Explained in layman’s terms, no DS knowledge is required.
If we ever working on any data science project or want to add smarter search (like vector search) into your system. you may have already been using this algorithm — HNSW.
This post is not to go through the papers (I am not able to do that) of details, just to simply extract the core idea behind this algorithm to share and discuss.
As usual, let’s start with a simple analogy.
NSW (Navigatable small world)
So today let’s say you want to catch up with your friend on the weekend, you stay in city1, and your friend in the city2, city1, and city2 together become a “Nevigatible small world”, in this world, 2 rules:
- you can only use public transport
- There are only buses
To achieve the shortest traveling time, the bus system is built in such a way:
- every time add a new station (randomly pick) to map
- When adding a new station, connect to the nearest station on the map (greedy)
Let’s build it.
So here as you can see: there are 2 cities. now if you are the builder to link these 7 bus stops together to make sure of minimum traveling time (starting from any station), how to do it?
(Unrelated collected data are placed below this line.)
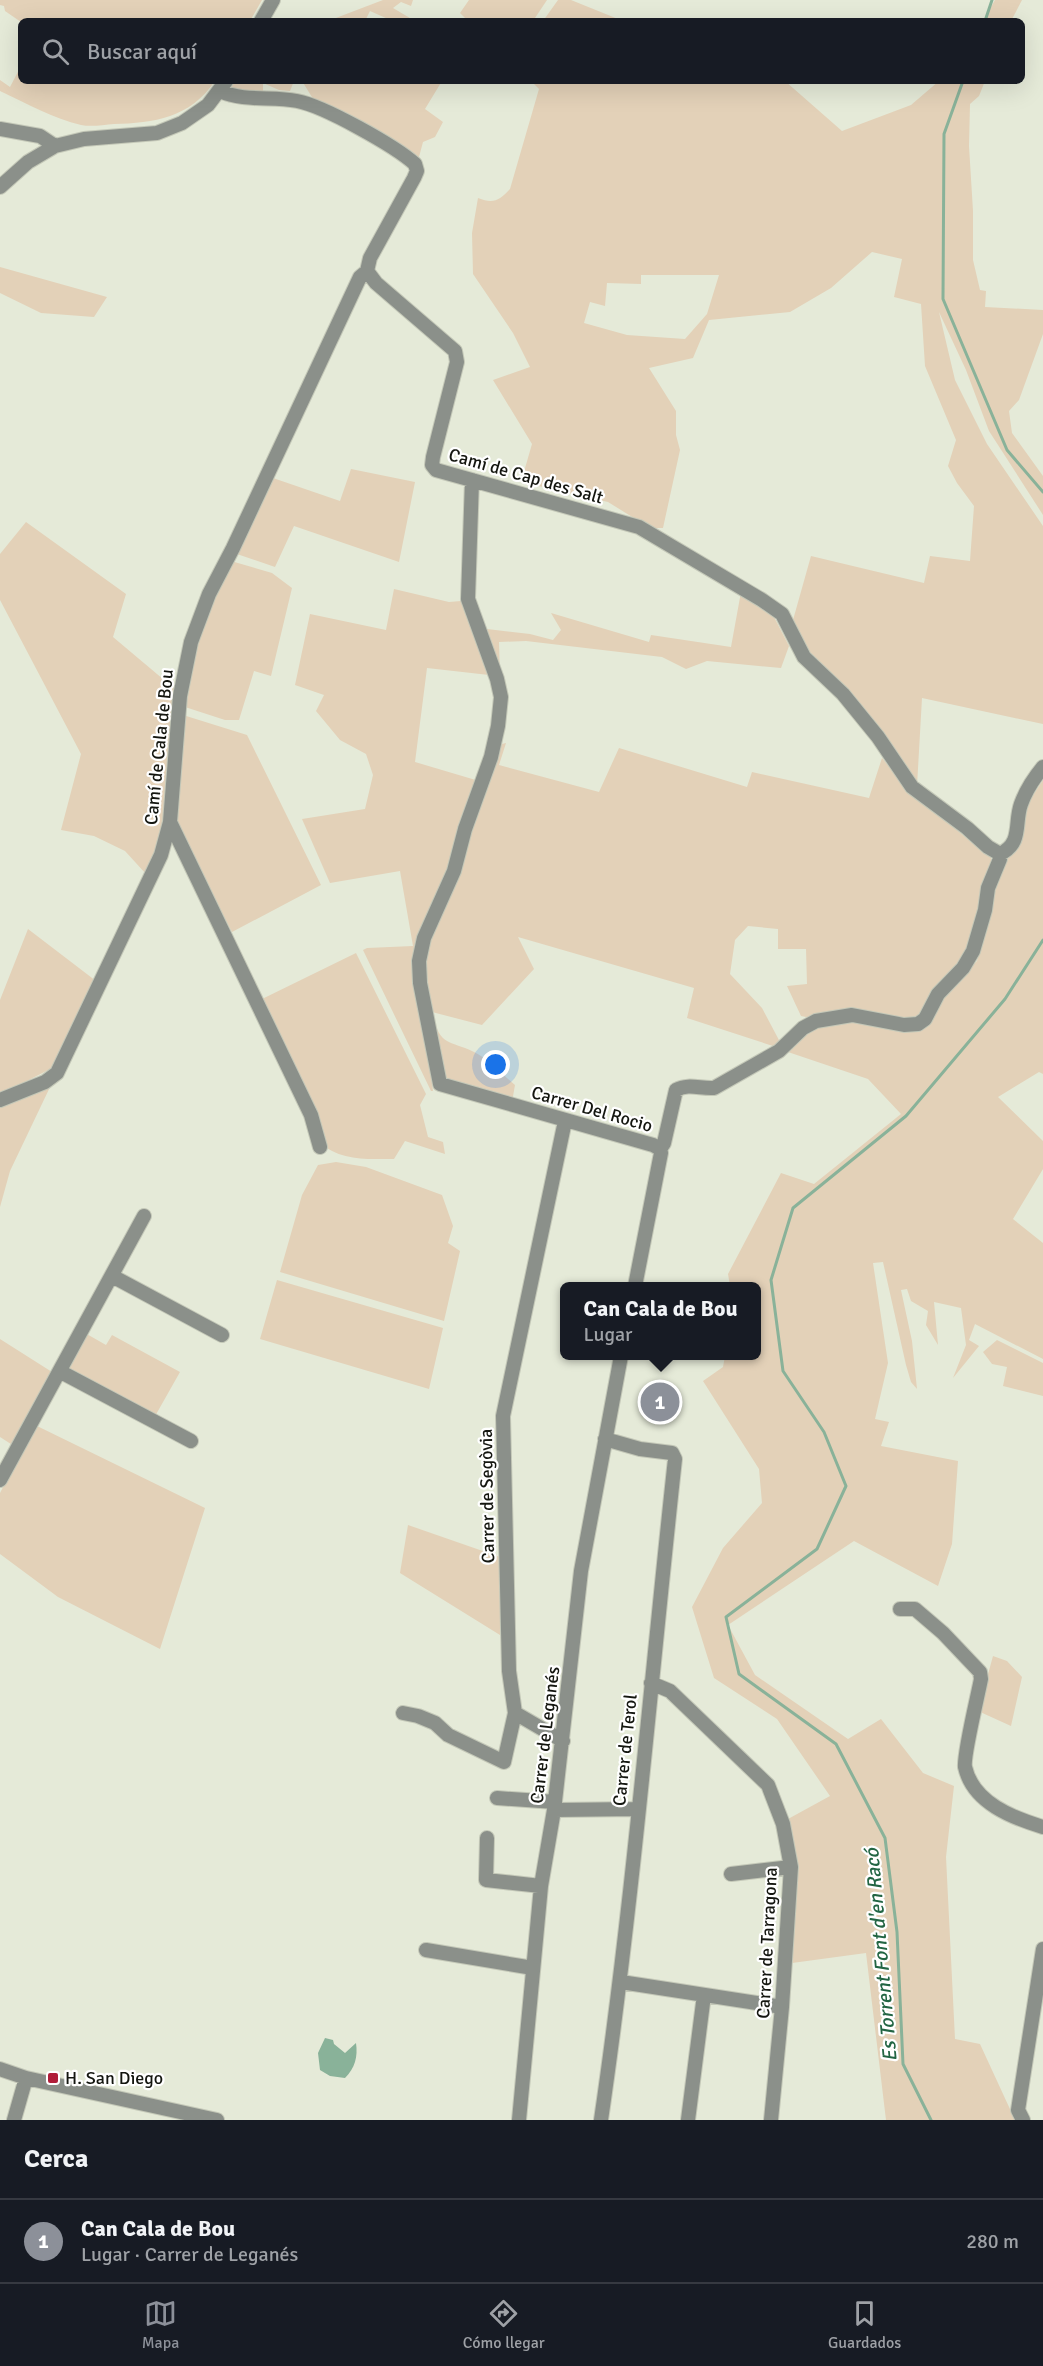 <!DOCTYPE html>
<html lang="es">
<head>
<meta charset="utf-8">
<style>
	body { margin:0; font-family:Signika,sans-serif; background:#20242c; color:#f1f3f6 }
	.you { position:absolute; left:496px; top:1065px; width:21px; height:21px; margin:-15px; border:4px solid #fff; border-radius:50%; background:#1a73e8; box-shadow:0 0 0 9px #1a73e833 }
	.badge { display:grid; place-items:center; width:39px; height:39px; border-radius:50%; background:#8c9099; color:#fff; font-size:20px; font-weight:700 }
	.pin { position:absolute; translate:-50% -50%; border:3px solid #fff; box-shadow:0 2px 6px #0006 }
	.popup { position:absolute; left:560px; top:1282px; width:201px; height:78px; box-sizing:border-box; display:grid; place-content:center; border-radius:9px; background:#171b24; filter:drop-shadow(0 2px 4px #0005); font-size:20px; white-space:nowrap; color:#9ea1a6 }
	.popup b { font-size:22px; color:#f1f3f6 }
	.popup::after { content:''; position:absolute; left:50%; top:100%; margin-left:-12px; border:12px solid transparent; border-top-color:#171b24 }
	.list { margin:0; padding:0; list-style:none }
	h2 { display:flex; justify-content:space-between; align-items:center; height:78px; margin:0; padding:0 24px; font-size:26px }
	h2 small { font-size:20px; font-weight:400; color:#9ea1a6 }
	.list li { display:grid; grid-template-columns:39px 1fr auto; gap:18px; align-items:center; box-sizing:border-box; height:84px; padding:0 24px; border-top:2px solid #363941 }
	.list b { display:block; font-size:22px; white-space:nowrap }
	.list p { margin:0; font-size:20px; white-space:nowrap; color:#9ea1a6 }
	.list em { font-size:20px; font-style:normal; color:#9ea1a6 }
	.icon { flex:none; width:33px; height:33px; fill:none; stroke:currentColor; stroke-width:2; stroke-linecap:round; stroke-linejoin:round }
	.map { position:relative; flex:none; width:1043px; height:2120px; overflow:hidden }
	.search { position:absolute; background:#171b24; box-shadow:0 6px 24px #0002; left:18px; right:18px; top:18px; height:66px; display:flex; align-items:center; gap:15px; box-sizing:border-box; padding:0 21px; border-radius:9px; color:#9ea1a6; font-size:22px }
	.sheet { height:162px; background:#171b24 }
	nav { display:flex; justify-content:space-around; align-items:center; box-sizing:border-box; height:84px; border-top:2px solid #363941; background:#171b24; font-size:16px; color:#9ea1a6 }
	nav a { display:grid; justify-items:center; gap:3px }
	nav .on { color:#8c9099 }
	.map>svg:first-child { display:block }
</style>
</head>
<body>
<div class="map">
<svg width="1043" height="2120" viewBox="0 0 1043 2120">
	<rect width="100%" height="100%" fill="#e5ead8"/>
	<path fill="#e3d1b8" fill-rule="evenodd" d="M0,0H262L250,21L21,22L5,11L4,6L0,5Z
		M383,0H413L411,6L401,2L393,8L415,21L388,19L370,11L365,21H328Z
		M469,0H547L533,21H468L460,13Z
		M558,0H571L623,21H543Z
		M995,0H1022L1011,21H983Z
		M21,66V81H215C190,118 154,123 114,124C103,125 91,127 81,125C54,119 26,103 0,91V80L10,87Z
		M235,81H294L290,91L279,90L263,83V95L233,92L232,86Z
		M302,81H442L425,109L443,122L435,137L423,142L419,157H414L315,102Z
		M531,81H785L842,131L911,105L939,81H985L979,96L970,104L969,146L973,211V260L980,290L986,291L985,307L1043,310V334L1019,400L1009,411L1012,433L1043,476V515L989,431L966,370L939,312L955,380L987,444L1043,526V724L922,698L917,786L810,658L793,620L811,556L924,583L930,556L970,561L974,506L957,483L948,466L956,440L925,366L921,304L894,297L902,259L872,252L831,288L790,312L709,320L693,358L649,368L676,411V435L680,450L663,528H650L608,502L521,482L532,444L493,380L530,367L513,333L473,274L472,233L478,198C493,204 499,201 510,189L539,89ZM641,275H719L707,314L685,339L627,335L584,323L590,302L605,306L607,283L641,284Z
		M0,267L107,297L94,317L41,313L0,293Z
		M351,469L415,482L399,562L294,526L275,567L234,553L273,478L340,501Z
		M26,522L126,594L113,637L176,690L162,832L146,874L125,851L94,836L61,830L81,754L0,600V554Z
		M231,561L272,573L292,588L271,676L254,671L239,720H225L185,707L194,644Z
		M394,589L449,602L461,601L489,675L427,668L415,762L479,781L452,863L414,946L433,1091H431L363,950L367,948L413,946L400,871L330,883L302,819L365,809L373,775L366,754L340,740L316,711L324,695L295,685L310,614L386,630Z
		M741,592L774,617L789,646L781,668L707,661L686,669L662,657L526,641L499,642L500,676L474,603L487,629L530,634L553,640L561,630L551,613L649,642L651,635L731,647Z
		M183,715L247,735L321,885L232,932L174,822Z
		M506,743L499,765L599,792L619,748L747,787L752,772L869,798L882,758L910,792L991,858L993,865L965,959L925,1012L916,1020L811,1018L801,1016L787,986L807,984L806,949H778V929L748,926L735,940L730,974L762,1008L780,1042L776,1047L687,1018L694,988L518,937L534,969L482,1025L432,1012C440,1047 447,1039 474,1052C488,1059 502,1074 515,1085L512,1102L443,1082L424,991L427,940L498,745Z
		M1043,780V1074L1039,1072L998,1097L1043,1141V1169L1013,1219L1043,1243V1359L975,1324L969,1340L979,1346L953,1378L966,1345L961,1308L934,1302L938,1345L926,1325L928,1311L911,1301L907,1289L901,1290L912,1341L917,1389L911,1382L906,1365L883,1262L873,1263L888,1363L875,1419L889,1422L881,1446L958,1461L952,1544L938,1586L854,1541L728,1625L755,1675L848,1739L881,1719L923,1773L954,1786L946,1857L955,2039L980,2044L1015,2120H886L866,1953L792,1963L796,1866L788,1819L830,1796L777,1719L714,1678L692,1607L723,1548L762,1503L759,1469L703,1381L723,1367L725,1356H756V1286H730L728,1274L781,1173L814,1184L901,1114L868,1079L785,1051C791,1045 798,1036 806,1031C840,1010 885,1024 922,1030L947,991L977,961L997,879L1005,859L1019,845L1026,806Z
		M28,929L96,981L52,1068L0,1095V1000Z
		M356,953L426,1094L420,1105L428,1137L443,1142L445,1154L405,1141L394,1159C370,1159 342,1161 323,1145L260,1000Z
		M51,1085L10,1171L0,1207V1106Z
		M336,1162L366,1167L442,1195L453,1226L448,1243L460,1251L444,1321L280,1272L302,1195L318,1165Z
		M277,1280L443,1328L429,1389L260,1339Z
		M85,1333L106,1345L112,1335L180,1372L154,1418L65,1370Z
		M0,1339L52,1372L14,1446L0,1437Z
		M997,1340L1043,1363V1396L1003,1386L1007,1367L992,1364L983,1352Z
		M35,1425L205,1508L160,1649L58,1597L0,1554V1493Z
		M408,1525L500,1557V1635L400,1573Z
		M993,1656L1007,1661L1022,1677L1011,1726L978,1711Z"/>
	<path fill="#89b299" d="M325,2038L333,2040L334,2044L345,2053L356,2043C358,2057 355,2068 345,2078L330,2076L320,2070L318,2053Z"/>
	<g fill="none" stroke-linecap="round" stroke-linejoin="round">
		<path stroke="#89b299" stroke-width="3" d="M985,21L992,0
			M963,81L944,134L943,299L1007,450L1043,492
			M931,2120L903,2064L897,1932L885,1838L836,1744L739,1674L726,1617L817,1549L846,1486L824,1432L783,1371L771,1280L793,1208L906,1116L1005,999L1043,940"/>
		<g stroke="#c4c8b8" stroke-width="16">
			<path id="minor" d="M261,21L273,0
				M220,91C245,102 271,96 297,101C324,106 395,146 415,164L417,171L414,178L370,258L367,271L376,283L455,351L457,362L433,457L432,465L436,470L639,527L762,600L782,614L804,657L843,694L878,737L912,787L967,828L988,847L1000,854C1023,843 1014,823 1021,804C1026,790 1034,778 1043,767
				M0,129L40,136L55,146
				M0,187L28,162L55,146L84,139L157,133L182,123L208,105L226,81
				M472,480L468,599L497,679L501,697L498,726L491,757L465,829L454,871L424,938L419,961L420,983L440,1084L653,1145L660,1149L661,1153L635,1286
				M170,822L311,1115L320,1147
				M0,1100L45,1082L57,1073L161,855L170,822L180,696L191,642L209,594L233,548L360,277L367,271
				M660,1149L664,1143L676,1090C689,1083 700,1089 714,1088L779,1051L803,1028L816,1021L852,1015L904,1025L918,1024L925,1019L938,994L963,968L973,951L985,910L988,888L1000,859V854
				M112,1276L222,1335
				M61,1372L191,1441
				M0,1480L144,1216
				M900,1609H915L943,1633L980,1672L981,1679C978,1695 963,1756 965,1767C973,1803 1013,1818 1043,1827
				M651,1683L670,1691L768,1785L783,1824L791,1867L782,2007L771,2120
				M403,1713L418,1716L435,1723L448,1735L504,1762L515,1713L509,1671L503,1416L565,1121
				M515,1713L563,1741
				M497,1798L555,1802
				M554,1810L637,1809
				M487,1838L486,1880L541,1886
				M731,1874L791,1867
				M426,1950L533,1968
				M621,1982L782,2007
				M0,2069L26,2078L217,2120
				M14,2120L26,2078
				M519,2120L541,1886L554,1810L581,1571L621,1356
				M601,2120C633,1901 651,1679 675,1459L672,1453L640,1449L605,1439
				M688,2120L704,1995
				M1023,2120L1018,2110L1043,1949"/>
		</g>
		<use href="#minor" stroke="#8b908a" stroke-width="14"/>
	</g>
	<rect fill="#b01d39" stroke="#fff" stroke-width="2" x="47" y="2072" width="12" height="12" rx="3"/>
	<g text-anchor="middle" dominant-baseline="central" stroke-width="4.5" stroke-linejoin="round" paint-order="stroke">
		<g font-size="18" fill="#141610" stroke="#fff">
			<text transform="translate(526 476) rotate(16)">Camí de Cap des Salt</text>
			<text transform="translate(159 747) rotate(-84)">Camí de Cala de Bou</text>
			<text transform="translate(592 1109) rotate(16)">Carrer Del Rocio</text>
			<text transform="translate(487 1496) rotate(-91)">Carrer de Segòvia</text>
			<text transform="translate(545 1735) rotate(-83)">Carrer de Leganés</text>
			<text transform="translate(625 1750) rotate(-84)">Carrer de Terol</text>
			<text transform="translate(767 1943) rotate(-87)">Carrer de Tarragona</text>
		</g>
		<g font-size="18" fill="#141610" stroke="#fff" text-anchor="start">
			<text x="65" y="2078">H. San Diego</text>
		</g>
		<g font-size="20" font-style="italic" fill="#226543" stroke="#fff">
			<text transform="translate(881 1955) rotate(-95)">Es Torrent Font d'en Racó</text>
		</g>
	</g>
</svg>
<div class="you"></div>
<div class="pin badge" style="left:660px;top:1402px">1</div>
<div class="popup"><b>Can Cala de Bou</b>Lugar</div>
<div class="search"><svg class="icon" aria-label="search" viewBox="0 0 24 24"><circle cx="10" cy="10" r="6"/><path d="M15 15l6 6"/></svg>Buscar aquí</div>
</div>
<section class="sheet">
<h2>Cerca<small></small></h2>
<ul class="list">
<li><span class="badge">1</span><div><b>Can Cala de Bou</b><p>Lugar · Carrer de Leganés</p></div><em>280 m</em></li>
</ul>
</section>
<nav>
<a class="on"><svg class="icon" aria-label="map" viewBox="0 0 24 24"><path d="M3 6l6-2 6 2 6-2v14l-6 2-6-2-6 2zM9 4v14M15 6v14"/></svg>Mapa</a>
<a><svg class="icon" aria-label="directions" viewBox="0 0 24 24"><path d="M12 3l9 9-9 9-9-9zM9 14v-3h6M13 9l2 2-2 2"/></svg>Cómo llegar</a>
<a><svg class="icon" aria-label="saved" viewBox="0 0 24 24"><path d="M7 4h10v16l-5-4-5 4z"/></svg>Guardados</a>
</nav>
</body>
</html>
Remember the idea how of a minimum spanning tree be built up step by step here?
So the NSW algorithm is kind of similar to the prim algorithm. the difference is instead of using a heap to track the minimum distance to the starting point, we find the (k) closest points on the map and connect it.
So let’s say you only have 1 friend to meet in City 2, so there is only 1 “friend house” to search, so k=1. So does it means if you want to meet 3 friends in City 2 today, the same process will happen as below but k=3 (every time connect 3 closest bus stops)? yes.
Step 1, randomly pick a bus stop, number 2.